But honestly, if these things get more sophisticated, what couldn’t they do?
The little guy swims, exclusively. Has to do with the challenges of tiny little legs at that tiny little scale. But, instead of waving flippers about, it moves by manipulating its environment, generating electric currents that coax liquid to flow through and around it.
Basically, it moves forward by making its surroundings move backwards – and vice versa. Absolutely wild, but brilliant.
Despite being sort of a mer-bot, it won’t break if you set it out to dry completely and then drop it back into the drink. And it goes and goes and goes, for months or even years before breaking down.

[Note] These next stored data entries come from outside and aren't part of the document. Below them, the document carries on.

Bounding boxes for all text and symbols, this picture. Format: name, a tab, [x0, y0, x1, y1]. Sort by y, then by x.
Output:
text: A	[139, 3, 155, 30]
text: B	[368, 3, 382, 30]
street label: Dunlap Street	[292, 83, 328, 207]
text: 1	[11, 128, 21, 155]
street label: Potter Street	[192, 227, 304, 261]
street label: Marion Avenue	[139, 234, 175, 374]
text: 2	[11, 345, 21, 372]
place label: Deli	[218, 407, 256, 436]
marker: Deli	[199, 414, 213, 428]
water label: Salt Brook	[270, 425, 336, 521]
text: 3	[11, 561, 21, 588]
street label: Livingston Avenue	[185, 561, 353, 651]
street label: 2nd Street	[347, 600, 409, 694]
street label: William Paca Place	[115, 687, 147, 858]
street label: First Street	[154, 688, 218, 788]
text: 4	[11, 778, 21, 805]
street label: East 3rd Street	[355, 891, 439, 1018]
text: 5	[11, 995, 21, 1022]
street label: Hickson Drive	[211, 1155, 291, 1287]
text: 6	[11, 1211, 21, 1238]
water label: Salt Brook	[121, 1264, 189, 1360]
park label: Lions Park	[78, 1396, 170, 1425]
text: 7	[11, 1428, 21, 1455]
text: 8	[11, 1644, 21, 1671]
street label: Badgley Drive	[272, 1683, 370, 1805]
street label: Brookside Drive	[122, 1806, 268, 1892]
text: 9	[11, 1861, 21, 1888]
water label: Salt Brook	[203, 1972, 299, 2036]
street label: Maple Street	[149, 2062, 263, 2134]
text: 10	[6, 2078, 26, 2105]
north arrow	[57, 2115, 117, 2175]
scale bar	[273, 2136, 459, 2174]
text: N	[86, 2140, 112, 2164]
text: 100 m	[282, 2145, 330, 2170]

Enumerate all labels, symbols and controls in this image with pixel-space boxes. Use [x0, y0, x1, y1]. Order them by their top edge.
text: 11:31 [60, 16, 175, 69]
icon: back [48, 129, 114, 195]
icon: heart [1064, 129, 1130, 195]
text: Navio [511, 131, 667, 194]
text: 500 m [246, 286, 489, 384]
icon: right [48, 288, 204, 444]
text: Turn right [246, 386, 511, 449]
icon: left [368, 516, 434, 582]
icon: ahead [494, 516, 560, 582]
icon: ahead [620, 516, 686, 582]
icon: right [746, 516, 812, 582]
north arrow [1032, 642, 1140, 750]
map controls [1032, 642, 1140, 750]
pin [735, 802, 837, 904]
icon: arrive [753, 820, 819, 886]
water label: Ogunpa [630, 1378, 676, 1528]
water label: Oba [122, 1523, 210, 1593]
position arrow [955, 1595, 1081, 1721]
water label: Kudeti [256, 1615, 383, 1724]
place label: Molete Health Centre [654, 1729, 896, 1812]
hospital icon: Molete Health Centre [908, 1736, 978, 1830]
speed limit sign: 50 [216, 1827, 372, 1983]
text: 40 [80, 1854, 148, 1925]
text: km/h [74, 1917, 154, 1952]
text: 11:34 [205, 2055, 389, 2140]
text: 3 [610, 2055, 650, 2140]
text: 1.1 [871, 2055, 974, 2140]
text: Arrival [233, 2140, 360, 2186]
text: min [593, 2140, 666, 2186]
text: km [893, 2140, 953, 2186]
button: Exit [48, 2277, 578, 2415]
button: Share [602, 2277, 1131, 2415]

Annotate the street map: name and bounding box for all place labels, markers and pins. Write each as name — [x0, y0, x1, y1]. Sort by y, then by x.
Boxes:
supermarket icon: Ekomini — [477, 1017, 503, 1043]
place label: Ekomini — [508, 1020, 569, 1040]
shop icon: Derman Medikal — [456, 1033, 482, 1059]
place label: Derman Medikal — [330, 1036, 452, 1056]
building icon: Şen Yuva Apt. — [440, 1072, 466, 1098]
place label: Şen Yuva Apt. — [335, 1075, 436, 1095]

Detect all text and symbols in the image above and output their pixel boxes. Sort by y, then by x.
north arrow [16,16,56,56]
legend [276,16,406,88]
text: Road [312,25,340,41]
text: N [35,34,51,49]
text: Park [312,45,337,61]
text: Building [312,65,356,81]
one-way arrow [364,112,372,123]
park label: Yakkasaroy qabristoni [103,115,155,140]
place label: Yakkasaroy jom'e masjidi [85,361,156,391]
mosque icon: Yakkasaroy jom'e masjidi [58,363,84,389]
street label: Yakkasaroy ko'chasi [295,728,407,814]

You can watch it do its thing in these tiny robot movie clips. (WARNING: Clicking the link immediately downloads 131 Mb of clips.)
Things are different down there
The effort to break the Super Small Robot Barrier (not a thing, but let’s make it a thing) began when the lead researchers met at a conference and realized they each held half the key to the microrobot solution.Marc Miskin and his team at the University of Pennsylvania know how to shrink propulsion systems to their limits, while David Blaauw and his team at the University of Michigan know how to shrink microprocessors to their limits.
And miniaturization matters, because it turns out when you get super small, stuff that’s pretty normal at the Scale of Us gets kind of intense at the scale of microbes.
At the truly smallest levels—like at the quantum scale, smaller than an atom—things are genuinely creepy weird. Stuff even pops in and out of existence, the empty vacuum suddenly not so empty, before emptying again in a flash.
The microrobot world isn’t as odd as that, but you still have issues. Little limbs tend to break off, thin liquids like water offer up more resistance. In the release, Miskin equates moving through water at the micro scale to moving through tar.
And there are practical issues, like radio transmitters taking too much energy and space. The researchers had to create an entirely new way to communicate, using light pulses to talk to the bots – which then responded by doing wiggle dances like a bee. (Added bonus: the light pulses helped charge the robots’ teensy solar panels.)
Even manufacturing was scaled down. The robots are made the same way as computer chips, engraved into silicon, then popped out like so many baby SIM cards (it’s done with chemicals, but you get the point). They’re so easy to make, they apparently cost only about 1 cent each.
The researchers published their findings in Science Robotics and the Proceedings of the National Academy of Sciences, but this is just a proof of concept. The mind boggles thinking of ways we could eventually use these things . . . most of them not scary.
I’m sorry Dave, I’m afraid I can’t do that** Robots have a mixed reputation.
Depending on your mood that day, if someone says, “Robot,” your mind will either conjure an image of C-3PO and R2-D2 or HAL 9000 and the Terminator.
Neither sentiment is really accurate. Robots are as good or evil as we make them. Just like AI, they’re only dangerous when people put them in dangerous situations.
In my scifi novel, there are killer robots (who wouldn’t put killer robots in a scifi novel!?), and some of them even have swarms of nanosentinels—really, really small killer robots—that buzz around and cause more havoc. But someone had to give those machines the instructions to go off and do bad things.
(Some robots do take our jobs – my dad testified to Congress about this sort of thing back in the 80s, when robots were transforming manufacturing. And now, some folks want AI to take more. But those are decisions people are making, not the machines.)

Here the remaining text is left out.